Candidates Pick Fights on Patriot Act, Immigration

Republicans debate national security
By John Johnson,  Newser Staff
Posted Nov 22, 2011 7:00 PM CST
Updated Nov 22, 2011 9:03 PM CST
Gingrich in Spotlight as Republicans Square Off
Santorum, Paul, Perry, Romney, Cain, and Gingrich.   (Getty Images)

The Republican candidates were back at it tonight, this time in Washington and this time with a focus on national security. (Click to read about Mitt Romney's first-name moment.) Some highlights:

  • Newt Gingrich: Strongly backed the Patriot Act. "All of us will be in danger for the rest of our lives," he said, and the government needs tools to protect Americans. He also argued that the US could "break Iran within a year" in part by sabotaging its refineries, reports AP. An outright attack should be a last resort, he added.
  • Immigration: Big fight coming? Gingrich favored allowing some immigrants to stay, reports the Los Angeles Times. “I don’t believe that the party that says it's the party of the family is going to say it’s going to destroy families that have been here for more than a quarter of a century,” he said. “I'm prepared to take the heat in saying: Let's be humane in enforcing the law." His view caught immediate flak from Romney and Bachmann, notes Politico.
  • Ron Paul: Called the Patriot Act "unpatriotic because it undermines our liberties" and would create a police state. "You might prevent a crime. But the crime then will be against the American people." On Israel, he broke with the pack, notes the New York Times blog: "I think they are quite capable of taking care of themselves." And the drug war is "another war we ought to cancel."

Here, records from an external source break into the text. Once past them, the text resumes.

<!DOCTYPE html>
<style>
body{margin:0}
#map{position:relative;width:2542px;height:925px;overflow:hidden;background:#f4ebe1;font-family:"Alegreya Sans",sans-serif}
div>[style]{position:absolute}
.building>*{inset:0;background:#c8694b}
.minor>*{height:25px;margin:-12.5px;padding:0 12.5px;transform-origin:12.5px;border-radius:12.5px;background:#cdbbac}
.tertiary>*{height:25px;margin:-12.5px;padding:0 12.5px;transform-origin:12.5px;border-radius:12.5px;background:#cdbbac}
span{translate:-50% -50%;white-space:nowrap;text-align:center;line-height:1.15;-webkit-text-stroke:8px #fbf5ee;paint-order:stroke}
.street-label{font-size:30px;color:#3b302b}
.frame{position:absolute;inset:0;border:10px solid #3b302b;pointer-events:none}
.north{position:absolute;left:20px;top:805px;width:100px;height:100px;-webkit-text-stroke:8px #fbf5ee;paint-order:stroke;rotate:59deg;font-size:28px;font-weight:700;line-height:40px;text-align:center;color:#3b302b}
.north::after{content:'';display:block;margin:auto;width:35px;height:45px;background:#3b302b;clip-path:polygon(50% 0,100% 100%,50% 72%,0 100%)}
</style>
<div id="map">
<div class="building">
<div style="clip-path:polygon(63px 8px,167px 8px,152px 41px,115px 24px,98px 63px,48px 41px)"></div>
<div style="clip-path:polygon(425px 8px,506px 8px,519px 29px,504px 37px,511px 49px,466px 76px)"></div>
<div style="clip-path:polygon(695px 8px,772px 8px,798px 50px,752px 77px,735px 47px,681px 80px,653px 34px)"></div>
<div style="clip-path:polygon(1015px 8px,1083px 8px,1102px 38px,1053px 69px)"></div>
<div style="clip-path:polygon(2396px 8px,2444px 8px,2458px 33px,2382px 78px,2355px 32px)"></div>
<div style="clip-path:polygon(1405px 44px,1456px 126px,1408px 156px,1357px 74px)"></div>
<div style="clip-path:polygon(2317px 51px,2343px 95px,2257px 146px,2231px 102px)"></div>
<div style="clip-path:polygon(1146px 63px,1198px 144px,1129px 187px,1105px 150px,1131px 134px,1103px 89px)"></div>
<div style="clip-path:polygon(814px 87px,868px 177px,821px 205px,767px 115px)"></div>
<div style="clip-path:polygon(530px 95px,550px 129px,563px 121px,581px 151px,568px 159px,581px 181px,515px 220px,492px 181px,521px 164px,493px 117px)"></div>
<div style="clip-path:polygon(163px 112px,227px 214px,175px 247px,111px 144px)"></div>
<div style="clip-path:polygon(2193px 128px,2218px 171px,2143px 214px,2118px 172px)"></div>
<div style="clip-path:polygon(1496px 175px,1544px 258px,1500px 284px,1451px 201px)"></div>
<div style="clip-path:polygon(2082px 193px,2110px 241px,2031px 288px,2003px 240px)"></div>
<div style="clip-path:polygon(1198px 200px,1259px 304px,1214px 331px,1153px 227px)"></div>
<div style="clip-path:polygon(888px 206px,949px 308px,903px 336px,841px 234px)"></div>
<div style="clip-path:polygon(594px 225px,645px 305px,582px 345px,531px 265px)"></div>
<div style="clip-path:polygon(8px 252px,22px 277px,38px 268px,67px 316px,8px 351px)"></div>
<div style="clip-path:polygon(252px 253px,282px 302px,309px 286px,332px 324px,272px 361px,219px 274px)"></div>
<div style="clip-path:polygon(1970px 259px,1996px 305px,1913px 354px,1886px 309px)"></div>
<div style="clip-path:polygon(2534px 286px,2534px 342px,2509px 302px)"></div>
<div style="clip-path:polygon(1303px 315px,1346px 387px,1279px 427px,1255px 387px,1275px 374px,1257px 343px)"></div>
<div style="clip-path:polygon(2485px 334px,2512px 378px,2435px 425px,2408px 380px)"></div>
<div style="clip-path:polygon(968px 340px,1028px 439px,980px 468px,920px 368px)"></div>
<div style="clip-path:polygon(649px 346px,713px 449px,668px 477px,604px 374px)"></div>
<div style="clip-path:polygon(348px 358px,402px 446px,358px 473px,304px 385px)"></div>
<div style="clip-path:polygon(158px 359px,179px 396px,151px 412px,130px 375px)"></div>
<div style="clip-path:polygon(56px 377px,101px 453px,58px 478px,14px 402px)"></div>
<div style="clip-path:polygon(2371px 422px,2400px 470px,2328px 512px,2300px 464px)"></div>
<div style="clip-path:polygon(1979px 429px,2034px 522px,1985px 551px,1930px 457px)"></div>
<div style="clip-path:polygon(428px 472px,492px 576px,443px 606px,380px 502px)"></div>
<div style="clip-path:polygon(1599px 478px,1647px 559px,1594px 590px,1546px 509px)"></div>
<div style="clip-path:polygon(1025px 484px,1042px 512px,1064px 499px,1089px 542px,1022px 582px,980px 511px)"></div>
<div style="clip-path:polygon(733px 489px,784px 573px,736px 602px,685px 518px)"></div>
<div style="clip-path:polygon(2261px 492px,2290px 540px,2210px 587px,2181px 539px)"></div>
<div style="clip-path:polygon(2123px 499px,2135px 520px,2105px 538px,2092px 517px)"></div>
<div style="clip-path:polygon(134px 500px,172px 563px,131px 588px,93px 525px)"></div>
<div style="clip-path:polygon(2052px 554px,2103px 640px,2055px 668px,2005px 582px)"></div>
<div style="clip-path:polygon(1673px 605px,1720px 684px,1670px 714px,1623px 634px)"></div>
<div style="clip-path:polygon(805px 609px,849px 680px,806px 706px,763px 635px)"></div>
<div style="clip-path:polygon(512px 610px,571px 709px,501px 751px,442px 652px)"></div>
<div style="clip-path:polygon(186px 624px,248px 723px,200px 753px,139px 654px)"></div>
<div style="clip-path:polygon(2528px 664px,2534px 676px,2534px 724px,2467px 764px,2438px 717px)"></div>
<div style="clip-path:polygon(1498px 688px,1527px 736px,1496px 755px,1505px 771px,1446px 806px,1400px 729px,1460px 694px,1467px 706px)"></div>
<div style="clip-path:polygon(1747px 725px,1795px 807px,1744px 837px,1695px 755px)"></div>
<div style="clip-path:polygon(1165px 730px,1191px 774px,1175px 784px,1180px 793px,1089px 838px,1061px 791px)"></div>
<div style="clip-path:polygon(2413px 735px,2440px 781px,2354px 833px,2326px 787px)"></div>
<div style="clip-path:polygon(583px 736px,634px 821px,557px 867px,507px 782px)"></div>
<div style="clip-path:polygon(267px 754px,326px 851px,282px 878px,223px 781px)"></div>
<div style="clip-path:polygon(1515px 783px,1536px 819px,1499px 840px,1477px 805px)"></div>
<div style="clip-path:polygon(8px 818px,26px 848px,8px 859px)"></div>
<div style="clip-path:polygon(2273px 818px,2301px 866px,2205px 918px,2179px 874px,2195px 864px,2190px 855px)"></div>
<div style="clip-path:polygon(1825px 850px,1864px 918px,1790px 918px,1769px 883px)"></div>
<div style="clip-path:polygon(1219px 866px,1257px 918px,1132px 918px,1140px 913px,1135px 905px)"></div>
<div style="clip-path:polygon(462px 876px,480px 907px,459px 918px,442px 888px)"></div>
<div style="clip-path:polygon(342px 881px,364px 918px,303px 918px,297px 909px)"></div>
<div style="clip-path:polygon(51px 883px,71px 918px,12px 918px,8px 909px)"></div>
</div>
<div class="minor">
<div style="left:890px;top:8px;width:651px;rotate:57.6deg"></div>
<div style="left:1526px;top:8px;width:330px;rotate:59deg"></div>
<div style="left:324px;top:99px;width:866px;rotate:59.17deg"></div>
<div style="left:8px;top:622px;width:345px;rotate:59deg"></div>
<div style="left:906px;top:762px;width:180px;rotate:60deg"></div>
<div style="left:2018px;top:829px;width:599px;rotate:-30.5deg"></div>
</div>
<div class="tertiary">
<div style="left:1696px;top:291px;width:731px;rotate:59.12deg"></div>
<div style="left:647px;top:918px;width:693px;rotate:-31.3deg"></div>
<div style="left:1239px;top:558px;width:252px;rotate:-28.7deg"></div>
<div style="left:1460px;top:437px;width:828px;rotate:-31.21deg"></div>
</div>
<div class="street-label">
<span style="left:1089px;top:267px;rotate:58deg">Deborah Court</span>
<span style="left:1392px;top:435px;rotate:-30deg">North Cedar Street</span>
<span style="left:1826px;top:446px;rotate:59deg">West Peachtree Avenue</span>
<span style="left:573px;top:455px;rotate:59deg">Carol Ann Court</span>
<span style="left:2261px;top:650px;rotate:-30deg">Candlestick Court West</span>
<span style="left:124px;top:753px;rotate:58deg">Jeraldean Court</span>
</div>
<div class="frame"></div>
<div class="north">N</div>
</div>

  • Mitt Romney: He said his first trip as president would be to Israel. In addition to calling out Gingrich on immigration, he disagreed with Jon Huntsman on Afghanistan: "This is not a time for America to cut and run." He favored "crippling sanctions" on Iran over an Israeli strike.
  • Jon Huntsman: He called for the bulk of troops to return from Afghanistan, especially given the struggling US economy. He sided more with Paul than Gingrich on the Patriot Act, notes the Washington Post. He also said China would never go along with Iran sanctions.
  • Rick Perry: He said the Obama administration has been an "absolute failure" in gathering intelligence on terrorists, and he asserted that the biggest foreign policy challenge is "how we're going to deal with China," notes the Wall Street Journal blog. He would not send Pakistan "one penny" until it proves it's an ally.
  • Michele Bachmann: Said President Obama has "outsourced" our ability to interrogate terror suspects to the ACLU. She called Perry's plan to cut off aid to Pakistan "highly naive." She also called Pakistan "too nuclear to fail."
  • Herman Cain: He backed privatizing the TSA (as did Perry) and refining but not eliminating the Patriot Act. He opposed a no-fly zone over Syria. (He also gave Wolf Blitzer a new nickname.)
  • Rick Santorum: He backed profiling at airports. We should be trying to "find the bomber, not the bomb."